EXERCISE DESCRIPTION ->
Return every line of the data below word for word, including the punctuation.

Excerpts from a dataset ->
================================
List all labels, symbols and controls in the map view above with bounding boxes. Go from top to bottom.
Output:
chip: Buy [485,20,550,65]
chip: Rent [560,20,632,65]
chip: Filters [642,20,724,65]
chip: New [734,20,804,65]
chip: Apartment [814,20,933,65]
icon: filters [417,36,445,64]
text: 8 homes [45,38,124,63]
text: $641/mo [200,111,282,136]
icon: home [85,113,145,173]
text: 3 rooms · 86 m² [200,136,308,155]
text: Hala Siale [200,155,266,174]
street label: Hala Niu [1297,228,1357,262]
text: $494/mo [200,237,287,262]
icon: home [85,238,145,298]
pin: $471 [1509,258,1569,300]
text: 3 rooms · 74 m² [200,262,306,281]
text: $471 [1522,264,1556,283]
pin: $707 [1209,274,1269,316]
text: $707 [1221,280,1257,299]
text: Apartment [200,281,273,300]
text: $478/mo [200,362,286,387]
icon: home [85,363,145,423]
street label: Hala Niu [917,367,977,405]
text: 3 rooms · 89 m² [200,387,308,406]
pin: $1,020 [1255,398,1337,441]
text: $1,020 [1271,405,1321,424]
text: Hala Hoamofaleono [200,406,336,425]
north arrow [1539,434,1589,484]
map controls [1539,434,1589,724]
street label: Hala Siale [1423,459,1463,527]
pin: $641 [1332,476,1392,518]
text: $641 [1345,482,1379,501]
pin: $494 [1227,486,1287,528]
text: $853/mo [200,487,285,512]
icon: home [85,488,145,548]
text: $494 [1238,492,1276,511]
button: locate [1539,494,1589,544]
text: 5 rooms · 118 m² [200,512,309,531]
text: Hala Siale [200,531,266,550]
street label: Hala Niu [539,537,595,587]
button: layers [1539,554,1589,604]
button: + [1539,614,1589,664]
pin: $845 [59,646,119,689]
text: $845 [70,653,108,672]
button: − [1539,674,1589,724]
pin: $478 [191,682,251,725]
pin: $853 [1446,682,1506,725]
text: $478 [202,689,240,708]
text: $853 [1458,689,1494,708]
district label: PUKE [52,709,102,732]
================================
OUTPUT ->
List all labels, symbols and controls in the map view above with bounding boxes. Go from top to bottom.
Output:
chip: Buy [485,20,550,65]
chip: Rent [560,20,632,65]
chip: Filters [642,20,724,65]
chip: New [734,20,804,65]
chip: Apartment [814,20,933,65]
icon: filters [417,36,445,64]
text: 8 homes [45,38,124,63]
text: $641/mo [200,111,282,136]
icon: home [85,113,145,173]
text: 3 rooms · 86 m² [200,136,308,155]
text: Hala Siale [200,155,266,174]
street label: Hala Niu [1297,228,1357,262]
text: $494/mo [200,237,287,262]
icon: home [85,238,145,298]
pin: $471 [1509,258,1569,300]
text: 3 rooms · 74 m² [200,262,306,281]
text: $471 [1522,264,1556,283]
pin: $707 [1209,274,1269,316]
text: $707 [1221,280,1257,299]
text: Apartment [200,281,273,300]
text: $478/mo [200,362,286,387]
icon: home [85,363,145,423]
street label: Hala Niu [917,367,977,405]
text: 3 rooms · 89 m² [200,387,308,406]
pin: $1,020 [1255,398,1337,441]
text: $1,020 [1271,405,1321,424]
text: Hala Hoamofaleono [200,406,336,425]
north arrow [1539,434,1589,484]
map controls [1539,434,1589,724]
street label: Hala Siale [1423,459,1463,527]
pin: $641 [1332,476,1392,518]
text: $641 [1345,482,1379,501]
pin: $494 [1227,486,1287,528]
text: $853/mo [200,487,285,512]
icon: home [85,488,145,548]
text: $494 [1238,492,1276,511]
button: locate [1539,494,1589,544]
text: 5 rooms · 118 m² [200,512,309,531]
text: Hala Siale [200,531,266,550]
street label: Hala Niu [539,537,595,587]
button: layers [1539,554,1589,604]
button: + [1539,614,1589,664]
pin: $845 [59,646,119,689]
text: $845 [70,653,108,672]
button: − [1539,674,1589,724]
pin: $478 [191,682,251,725]
pin: $853 [1446,682,1506,725]
text: $478 [202,689,240,708]
text: $853 [1458,689,1494,708]
district label: PUKE [52,709,102,732]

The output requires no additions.